**Problem requirements:** Type out all the records once more, exactly.

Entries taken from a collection
------------------------------------------------------------------------

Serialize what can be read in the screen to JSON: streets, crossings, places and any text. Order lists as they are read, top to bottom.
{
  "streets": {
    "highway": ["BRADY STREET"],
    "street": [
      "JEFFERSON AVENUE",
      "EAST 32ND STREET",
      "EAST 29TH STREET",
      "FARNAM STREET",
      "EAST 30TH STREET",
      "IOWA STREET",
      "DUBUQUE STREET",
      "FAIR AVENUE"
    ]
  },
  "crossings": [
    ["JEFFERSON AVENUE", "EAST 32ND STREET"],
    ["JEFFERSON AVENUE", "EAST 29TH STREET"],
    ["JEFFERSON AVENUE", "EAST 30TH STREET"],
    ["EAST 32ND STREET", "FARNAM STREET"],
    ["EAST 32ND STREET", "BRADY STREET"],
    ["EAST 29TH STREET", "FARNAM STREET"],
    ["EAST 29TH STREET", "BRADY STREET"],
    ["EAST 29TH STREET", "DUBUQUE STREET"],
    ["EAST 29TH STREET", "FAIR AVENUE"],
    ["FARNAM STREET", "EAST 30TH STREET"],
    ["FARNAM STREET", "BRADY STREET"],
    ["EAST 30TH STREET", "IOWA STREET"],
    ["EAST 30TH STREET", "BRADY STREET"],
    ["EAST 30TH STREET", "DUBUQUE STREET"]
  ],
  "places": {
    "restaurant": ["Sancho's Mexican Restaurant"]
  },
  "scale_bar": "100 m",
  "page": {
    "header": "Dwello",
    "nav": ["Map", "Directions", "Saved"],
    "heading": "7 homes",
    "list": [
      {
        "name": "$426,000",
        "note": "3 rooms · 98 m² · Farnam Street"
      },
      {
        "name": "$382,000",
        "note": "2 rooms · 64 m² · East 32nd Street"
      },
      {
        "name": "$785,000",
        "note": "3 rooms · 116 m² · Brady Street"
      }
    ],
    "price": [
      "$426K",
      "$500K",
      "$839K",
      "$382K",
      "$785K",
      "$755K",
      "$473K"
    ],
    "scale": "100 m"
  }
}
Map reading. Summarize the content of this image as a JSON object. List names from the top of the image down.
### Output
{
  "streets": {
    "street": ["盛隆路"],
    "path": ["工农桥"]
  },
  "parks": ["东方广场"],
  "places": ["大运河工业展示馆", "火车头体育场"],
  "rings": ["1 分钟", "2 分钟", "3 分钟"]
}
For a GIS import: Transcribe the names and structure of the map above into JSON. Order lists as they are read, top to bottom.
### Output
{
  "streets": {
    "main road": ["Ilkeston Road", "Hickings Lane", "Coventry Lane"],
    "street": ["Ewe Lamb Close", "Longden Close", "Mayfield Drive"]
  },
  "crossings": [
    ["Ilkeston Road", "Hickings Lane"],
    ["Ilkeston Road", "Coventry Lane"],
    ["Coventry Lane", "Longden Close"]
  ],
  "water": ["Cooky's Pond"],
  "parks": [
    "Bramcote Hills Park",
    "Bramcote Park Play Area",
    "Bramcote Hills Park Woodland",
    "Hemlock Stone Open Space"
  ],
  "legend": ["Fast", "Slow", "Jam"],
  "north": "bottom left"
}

------------------------------------------------------------------------

**Solution:**
Serialize what can be read in the screen to JSON: streets, crossings, places and any text. Order lists as they are read, top to bottom.
{
  "streets": {
    "highway": ["BRADY STREET"],
    "street": [
      "JEFFERSON AVENUE",
      "EAST 32ND STREET",
      "EAST 29TH STREET",
      "FARNAM STREET",
      "EAST 30TH STREET",
      "IOWA STREET",
      "DUBUQUE STREET",
      "FAIR AVENUE"
    ]
  },
  "crossings": [
    ["JEFFERSON AVENUE", "EAST 32ND STREET"],
    ["JEFFERSON AVENUE", "EAST 29TH STREET"],
    ["JEFFERSON AVENUE", "EAST 30TH STREET"],
    ["EAST 32ND STREET", "FARNAM STREET"],
    ["EAST 32ND STREET", "BRADY STREET"],
    ["EAST 29TH STREET", "FARNAM STREET"],
    ["EAST 29TH STREET", "BRADY STREET"],
    ["EAST 29TH STREET", "DUBUQUE STREET"],
    ["EAST 29TH STREET", "FAIR AVENUE"],
    ["FARNAM STREET", "EAST 30TH STREET"],
    ["FARNAM STREET", "BRADY STREET"],
    ["EAST 30TH STREET", "IOWA STREET"],
    ["EAST 30TH STREET", "BRADY STREET"],
    ["EAST 30TH STREET", "DUBUQUE STREET"]
  ],
  "places": {
    "restaurant": ["Sancho's Mexican Restaurant"]
  },
  "scale_bar": "100 m",
  "page": {
    "header": "Dwello",
    "nav": ["Map", "Directions", "Saved"],
    "heading": "7 homes",
    "list": [
      {
        "name": "$426,000",
        "note": "3 rooms · 98 m² · Farnam Street"
      },
      {
        "name": "$382,000",
        "note": "2 rooms · 64 m² · East 32nd Street"
      },
      {
        "name": "$785,000",
        "note": "3 rooms · 116 m² · Brady Street"
      }
    ],
    "price": [
      "$426K",
      "$500K",
      "$839K",
      "$382K",
      "$785K",
      "$755K",
      "$473K"
    ],
    "scale": "100 m"
  }
}
Map reading. Summarize the content of this image as a JSON object. List names from the top of the image down.
### Output
{
  "streets": {
    "street": ["盛隆路"],
    "path": ["工农桥"]
  },
  "parks": ["东方广场"],
  "places": ["大运河工业展示馆", "火车头体育场"],
  "rings": ["1 分钟", "2 分钟", "3 分钟"]
}
For a GIS import: Transcribe the names and structure of the map above into JSON. Order lists as they are read, top to bottom.
### Output
{
  "streets": {
    "main road": ["Ilkeston Road", "Hickings Lane", "Coventry Lane"],
    "street": ["Ewe Lamb Close", "Longden Close", "Mayfield Drive"]
  },
  "crossings": [
    ["Ilkeston Road", "Hickings Lane"],
    ["Ilkeston Road", "Coventry Lane"],
    ["Coventry Lane", "Longden Close"]
  ],
  "water": ["Cooky's Pond"],
  "parks": [
    "Bramcote Hills Park",
    "Bramcote Park Play Area",
    "Bramcote Hills Park Woodland",
    "Hemlock Stone Open Space"
  ],
  "legend": ["Fast", "Slow", "Jam"],
  "north": "bottom left"
}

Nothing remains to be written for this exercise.